Ringfort (Rath), Ardkilleen, Co. Cork
Co. Cork |
Ringforts
At Ardkilleen in County Cork, a field of barley grows inside what was once a defended enclosure.
The crop fills the interior so completely that the site could easily be passed off as ordinary farmland, and in practical terms it mostly is, which makes the archaeology quietly remarkable rather than obviously dramatic.
The earthwork is a rath, the Irish term for a ringfort, a type of enclosed settlement that was widespread across Ireland during the early medieval period, roughly between the fifth and twelfth centuries. Thousands survive in various conditions across the country, ranging from well-preserved earthen banks to barely legible cropmarks. This one at Ardkilleen survives as a roughly circular area, about 33 metres north to south and 32.5 metres east to west, enclosed by a low earthen bank that now stands only around 0.2 metres high.

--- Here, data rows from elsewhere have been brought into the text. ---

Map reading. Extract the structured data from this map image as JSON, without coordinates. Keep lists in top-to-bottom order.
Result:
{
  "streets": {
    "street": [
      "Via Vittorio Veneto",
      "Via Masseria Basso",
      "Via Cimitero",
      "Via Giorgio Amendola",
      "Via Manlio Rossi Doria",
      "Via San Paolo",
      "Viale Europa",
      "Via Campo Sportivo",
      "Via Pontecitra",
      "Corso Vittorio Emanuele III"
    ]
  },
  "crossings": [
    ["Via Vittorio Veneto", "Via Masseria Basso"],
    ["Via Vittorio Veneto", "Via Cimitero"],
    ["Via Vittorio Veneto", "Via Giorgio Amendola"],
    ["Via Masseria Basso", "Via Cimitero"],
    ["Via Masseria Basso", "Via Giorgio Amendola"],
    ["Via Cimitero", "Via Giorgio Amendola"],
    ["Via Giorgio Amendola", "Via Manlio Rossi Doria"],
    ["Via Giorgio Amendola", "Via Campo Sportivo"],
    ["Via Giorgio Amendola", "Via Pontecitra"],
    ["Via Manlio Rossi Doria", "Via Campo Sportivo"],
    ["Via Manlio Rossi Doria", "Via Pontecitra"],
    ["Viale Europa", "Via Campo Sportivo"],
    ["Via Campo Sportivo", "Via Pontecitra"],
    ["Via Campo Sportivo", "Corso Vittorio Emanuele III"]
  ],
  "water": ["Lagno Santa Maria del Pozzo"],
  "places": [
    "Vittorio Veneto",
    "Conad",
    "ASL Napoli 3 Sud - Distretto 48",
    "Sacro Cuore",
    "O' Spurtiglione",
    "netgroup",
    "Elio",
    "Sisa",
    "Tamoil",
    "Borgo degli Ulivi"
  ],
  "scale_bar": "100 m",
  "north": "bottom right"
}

On the north-north-west to south-west arc, the outer edge of the enclosure still shows a silted-up fosse, the shallow ditch that would originally have reinforced the bank as a boundary or defensive feature. On the opposite arc, a slight scarp takes the place of the fosse. Atop the bank itself, a stone wall has been built at some point, along with a dump of field clearance stones, the accumulated debris of generations of farmers turning the surrounding ground for cultivation. The result is a site that has been continuously absorbed into agricultural use, each layer of farming activity pressing down a little further on what lies beneath.